La luz macilenta de una farola hiere mis ojos.
Por un segundo no recuerdo donde estoy, qué hago allí o como me llamo.
Una voz, ronca y masculina, pronuncia una palabra que bien podría ser mi nombre.
O quizás una simple llamada de atención.
Me vuelvo a medias y levantó una mano, está mugrienta.
Un segundo... ¿ese reguero carmesí que la recorre es sangre?
Creo que me piden que aguante un poco más, pero todo se apaga.
Mi siguiente recuerdo es de una estancia blanca, aséptica. Varias personas discuten entre susurros.
Me pregunto si él estará allí. Quisiera saber si se ha quedado.
Intento preguntarlo pero mis palabras se convierten en un graznido que se lleva todo lo demás.
Rostros borrosos, palabras incomprensibles.
Él no está aquí.
No vuelvo a verlo mientras permanezco en aquel lugar extraño y carente de color.

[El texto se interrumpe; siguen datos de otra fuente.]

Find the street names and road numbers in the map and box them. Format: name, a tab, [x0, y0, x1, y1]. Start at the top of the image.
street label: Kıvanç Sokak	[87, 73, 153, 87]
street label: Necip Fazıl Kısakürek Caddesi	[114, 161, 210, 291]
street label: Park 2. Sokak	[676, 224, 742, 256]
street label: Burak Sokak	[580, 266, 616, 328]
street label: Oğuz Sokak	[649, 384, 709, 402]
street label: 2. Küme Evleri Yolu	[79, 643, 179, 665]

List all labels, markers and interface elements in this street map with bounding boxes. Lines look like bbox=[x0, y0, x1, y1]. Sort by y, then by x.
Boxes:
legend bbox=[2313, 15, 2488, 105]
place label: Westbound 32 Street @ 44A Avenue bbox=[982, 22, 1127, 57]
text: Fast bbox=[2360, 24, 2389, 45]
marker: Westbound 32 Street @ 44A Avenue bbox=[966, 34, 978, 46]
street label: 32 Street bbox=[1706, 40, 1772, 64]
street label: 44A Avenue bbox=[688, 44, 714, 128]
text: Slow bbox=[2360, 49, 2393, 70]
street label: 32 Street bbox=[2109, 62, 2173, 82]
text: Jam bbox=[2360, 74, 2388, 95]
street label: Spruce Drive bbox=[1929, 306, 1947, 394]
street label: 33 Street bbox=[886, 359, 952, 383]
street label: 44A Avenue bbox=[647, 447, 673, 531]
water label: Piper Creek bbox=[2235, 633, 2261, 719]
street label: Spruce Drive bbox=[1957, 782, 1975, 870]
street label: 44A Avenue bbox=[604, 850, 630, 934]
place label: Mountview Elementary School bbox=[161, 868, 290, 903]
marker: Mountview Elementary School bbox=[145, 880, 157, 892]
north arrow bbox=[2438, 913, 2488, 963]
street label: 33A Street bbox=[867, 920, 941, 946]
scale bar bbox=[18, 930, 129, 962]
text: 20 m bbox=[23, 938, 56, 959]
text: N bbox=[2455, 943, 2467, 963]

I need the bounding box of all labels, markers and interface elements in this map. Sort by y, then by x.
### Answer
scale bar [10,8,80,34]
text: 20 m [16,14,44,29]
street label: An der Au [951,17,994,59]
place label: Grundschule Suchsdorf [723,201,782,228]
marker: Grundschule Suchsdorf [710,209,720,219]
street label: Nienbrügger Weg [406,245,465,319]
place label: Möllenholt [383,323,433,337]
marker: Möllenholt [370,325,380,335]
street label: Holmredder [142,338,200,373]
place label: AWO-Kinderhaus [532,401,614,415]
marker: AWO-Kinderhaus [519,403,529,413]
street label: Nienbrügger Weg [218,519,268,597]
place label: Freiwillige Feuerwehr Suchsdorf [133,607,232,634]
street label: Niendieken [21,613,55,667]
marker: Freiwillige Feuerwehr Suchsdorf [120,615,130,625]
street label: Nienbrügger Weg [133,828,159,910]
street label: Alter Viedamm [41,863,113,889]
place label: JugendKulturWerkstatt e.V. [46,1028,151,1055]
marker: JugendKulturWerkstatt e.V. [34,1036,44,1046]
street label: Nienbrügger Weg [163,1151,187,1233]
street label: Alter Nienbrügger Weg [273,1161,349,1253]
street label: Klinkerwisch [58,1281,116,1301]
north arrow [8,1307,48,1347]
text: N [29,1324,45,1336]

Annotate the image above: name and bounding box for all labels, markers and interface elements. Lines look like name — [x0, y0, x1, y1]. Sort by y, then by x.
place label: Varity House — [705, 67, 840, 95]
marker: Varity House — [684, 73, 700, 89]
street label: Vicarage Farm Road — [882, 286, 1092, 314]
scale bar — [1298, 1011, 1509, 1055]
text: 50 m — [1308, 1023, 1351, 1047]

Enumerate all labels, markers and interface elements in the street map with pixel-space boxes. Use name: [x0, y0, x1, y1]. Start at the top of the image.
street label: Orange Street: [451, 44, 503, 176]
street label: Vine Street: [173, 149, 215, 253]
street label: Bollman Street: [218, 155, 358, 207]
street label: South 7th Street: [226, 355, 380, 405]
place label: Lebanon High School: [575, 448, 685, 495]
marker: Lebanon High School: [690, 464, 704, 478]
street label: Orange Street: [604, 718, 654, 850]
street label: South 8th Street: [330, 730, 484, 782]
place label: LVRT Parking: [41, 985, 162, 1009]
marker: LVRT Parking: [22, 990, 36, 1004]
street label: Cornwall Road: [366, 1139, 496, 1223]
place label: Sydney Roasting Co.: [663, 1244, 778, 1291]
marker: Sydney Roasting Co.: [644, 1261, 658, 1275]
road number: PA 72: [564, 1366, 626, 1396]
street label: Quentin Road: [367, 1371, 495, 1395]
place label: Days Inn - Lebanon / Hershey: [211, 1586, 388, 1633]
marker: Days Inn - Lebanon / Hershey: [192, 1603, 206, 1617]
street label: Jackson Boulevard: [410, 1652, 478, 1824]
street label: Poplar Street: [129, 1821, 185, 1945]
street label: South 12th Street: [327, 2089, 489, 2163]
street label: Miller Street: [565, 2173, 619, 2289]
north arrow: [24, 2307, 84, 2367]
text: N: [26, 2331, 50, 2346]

Pasados unos días logro levantarme y las imágenes de lo que ha ocurrido regresan a mi mente.
El coche que me arrolló y mi bicicleta saliendo disparada parecen algo ajeno a mí.
He sobrevivido y todo apunta a que voy a recuperar mi vida en la medida de lo posible.
Las visitas de los rostros familiares y amigos se suceden y todo parece volver a encajar.
Sin embargo me sigue faltando una pieza: ¿dónde se ha metido?
Espero semanas, meses, y él nunca regresa.
A veces pienso que es fruto de mi imaginación.